O retorno às aulas é irrealizável, ainda mais pensando em larga escala, com todas as séries e turmas novamente juntas na escola, no mesmo horário. As pessoas estarão sempre em exposição, pois a vida escolar reúne centenas de pessoas. Pessoas que pegam ônibus, pessoas que já estão saindo para os locais que já foram reabertos durante a flexibilização, pessoas que muitas vezes estudam e trabalham (como é o caso de alunos do Ensino Médio). Estamos também nos referindo a um lugar que tem por pressuposto a convivência.

“Na correria do dia a dia é inviável ao professor manter todos os protocolos. E se por acaso ele conseguir, ele vai enlouquecer, ainda mais com o ensino híbrido, em que você trabalha presencialmente e continua com os trabalhos online na sua casa”.

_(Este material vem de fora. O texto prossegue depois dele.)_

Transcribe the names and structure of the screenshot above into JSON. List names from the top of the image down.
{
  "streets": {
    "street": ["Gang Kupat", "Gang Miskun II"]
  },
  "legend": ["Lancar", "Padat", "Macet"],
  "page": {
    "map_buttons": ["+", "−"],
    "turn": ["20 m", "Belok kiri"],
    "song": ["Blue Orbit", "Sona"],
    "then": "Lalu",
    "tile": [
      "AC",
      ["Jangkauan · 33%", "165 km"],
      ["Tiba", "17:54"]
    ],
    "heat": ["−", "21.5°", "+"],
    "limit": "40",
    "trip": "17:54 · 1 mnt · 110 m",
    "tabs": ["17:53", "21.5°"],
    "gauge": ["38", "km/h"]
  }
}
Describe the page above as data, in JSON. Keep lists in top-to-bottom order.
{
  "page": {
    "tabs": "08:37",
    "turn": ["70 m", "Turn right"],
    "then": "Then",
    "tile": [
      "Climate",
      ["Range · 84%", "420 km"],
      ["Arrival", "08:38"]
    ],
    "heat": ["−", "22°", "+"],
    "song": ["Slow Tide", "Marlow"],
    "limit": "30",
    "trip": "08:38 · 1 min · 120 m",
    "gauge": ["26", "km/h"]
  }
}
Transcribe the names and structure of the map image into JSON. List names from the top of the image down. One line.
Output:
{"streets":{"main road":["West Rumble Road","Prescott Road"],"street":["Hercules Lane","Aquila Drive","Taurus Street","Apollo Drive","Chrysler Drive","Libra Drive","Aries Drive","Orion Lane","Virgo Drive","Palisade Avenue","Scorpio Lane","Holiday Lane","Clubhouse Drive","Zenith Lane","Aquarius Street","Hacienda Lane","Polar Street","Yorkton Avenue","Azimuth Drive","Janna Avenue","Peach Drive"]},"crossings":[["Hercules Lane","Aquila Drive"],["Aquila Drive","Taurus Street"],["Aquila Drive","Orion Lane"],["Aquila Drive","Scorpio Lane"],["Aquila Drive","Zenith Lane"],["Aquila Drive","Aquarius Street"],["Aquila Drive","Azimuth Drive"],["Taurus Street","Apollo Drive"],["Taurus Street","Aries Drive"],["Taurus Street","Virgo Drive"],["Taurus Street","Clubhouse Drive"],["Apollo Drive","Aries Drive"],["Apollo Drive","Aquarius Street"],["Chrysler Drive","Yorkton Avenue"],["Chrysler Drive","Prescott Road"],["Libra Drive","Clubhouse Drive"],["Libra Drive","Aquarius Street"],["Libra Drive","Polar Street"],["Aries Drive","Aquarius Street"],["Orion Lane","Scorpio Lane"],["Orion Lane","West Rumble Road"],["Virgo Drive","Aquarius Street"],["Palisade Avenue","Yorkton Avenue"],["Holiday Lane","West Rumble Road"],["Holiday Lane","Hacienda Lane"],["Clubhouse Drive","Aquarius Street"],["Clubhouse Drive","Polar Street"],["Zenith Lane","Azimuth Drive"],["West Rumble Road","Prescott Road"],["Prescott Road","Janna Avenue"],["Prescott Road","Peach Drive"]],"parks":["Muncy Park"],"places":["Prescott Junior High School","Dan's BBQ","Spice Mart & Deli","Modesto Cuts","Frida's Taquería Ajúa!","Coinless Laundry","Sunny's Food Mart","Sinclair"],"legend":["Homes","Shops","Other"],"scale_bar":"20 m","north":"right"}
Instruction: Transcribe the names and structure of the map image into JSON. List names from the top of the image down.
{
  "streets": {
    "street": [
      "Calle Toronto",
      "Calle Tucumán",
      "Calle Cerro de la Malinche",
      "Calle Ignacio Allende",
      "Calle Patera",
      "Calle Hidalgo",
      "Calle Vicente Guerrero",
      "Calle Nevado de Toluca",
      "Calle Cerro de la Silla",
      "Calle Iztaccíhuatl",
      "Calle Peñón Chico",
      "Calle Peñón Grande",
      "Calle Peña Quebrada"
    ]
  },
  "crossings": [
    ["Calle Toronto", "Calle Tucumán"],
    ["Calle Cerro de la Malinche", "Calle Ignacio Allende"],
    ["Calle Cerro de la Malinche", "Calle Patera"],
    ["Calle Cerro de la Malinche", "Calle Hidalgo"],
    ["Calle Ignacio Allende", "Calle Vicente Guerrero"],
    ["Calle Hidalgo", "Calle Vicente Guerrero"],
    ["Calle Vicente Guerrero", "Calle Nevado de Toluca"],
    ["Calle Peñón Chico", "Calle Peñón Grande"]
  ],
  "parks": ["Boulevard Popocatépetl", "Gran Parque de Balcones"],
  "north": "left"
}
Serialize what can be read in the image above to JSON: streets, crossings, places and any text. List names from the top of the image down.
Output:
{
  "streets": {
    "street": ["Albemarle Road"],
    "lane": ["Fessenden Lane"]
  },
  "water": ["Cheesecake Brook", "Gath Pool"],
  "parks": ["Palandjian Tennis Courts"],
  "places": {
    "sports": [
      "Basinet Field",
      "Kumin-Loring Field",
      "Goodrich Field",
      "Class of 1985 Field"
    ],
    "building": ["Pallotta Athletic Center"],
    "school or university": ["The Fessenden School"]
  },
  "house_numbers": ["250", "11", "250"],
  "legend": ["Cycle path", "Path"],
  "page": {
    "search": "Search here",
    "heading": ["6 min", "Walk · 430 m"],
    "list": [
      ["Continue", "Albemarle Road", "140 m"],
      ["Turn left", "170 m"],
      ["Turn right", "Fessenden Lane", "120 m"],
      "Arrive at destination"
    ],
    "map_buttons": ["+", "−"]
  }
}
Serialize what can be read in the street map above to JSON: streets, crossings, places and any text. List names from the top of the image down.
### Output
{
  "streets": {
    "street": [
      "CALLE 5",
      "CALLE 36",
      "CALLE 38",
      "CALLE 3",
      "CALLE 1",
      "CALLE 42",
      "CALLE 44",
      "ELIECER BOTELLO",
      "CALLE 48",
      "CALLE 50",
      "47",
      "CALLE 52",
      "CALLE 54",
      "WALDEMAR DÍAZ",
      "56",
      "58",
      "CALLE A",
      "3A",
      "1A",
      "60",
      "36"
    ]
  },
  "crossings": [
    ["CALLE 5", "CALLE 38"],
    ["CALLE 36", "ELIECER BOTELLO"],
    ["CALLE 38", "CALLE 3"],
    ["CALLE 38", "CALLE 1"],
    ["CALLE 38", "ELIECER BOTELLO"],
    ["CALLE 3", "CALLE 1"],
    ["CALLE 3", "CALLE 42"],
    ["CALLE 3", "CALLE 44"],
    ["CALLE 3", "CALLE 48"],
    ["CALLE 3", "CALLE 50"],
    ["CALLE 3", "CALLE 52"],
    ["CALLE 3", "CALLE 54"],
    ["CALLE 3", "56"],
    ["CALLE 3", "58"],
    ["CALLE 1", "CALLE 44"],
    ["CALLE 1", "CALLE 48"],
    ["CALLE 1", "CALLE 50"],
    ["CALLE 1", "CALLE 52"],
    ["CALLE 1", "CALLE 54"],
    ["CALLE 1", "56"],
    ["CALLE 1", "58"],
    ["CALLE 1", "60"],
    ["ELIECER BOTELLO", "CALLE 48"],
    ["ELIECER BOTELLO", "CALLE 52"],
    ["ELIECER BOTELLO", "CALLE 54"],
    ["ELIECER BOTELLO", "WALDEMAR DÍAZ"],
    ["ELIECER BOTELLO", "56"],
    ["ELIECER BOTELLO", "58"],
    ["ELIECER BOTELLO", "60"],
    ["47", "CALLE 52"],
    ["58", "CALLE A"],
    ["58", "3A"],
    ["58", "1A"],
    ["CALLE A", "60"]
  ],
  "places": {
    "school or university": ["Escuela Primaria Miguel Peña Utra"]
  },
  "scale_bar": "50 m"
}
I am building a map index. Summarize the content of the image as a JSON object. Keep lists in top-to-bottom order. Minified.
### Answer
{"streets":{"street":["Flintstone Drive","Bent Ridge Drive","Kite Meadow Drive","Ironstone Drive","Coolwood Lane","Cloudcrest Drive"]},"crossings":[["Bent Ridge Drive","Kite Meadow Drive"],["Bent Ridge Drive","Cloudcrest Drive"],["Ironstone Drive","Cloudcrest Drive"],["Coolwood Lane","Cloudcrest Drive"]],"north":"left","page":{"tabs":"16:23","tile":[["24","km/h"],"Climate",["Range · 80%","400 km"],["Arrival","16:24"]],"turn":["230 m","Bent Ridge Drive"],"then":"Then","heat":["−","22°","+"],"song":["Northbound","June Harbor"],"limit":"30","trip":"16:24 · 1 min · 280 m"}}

Vale ressaltar que nesta conversa sequer foram cogitadas as dificuldades corriqueiras de quem trabalha com crianças e adolescentes, que naturalmente gostam do contato, da convivência, da proximidade, da bagunça. E se tudo isso pode ser percebido com menos de um mês de retomada de atividades presenciais, com poucas escolas abertas e em escolas de alto padrão, como será que estaremos daqui a alguns meses?

Este artigo foi ilustrado com obras de Pawel Kuczynski (1976-).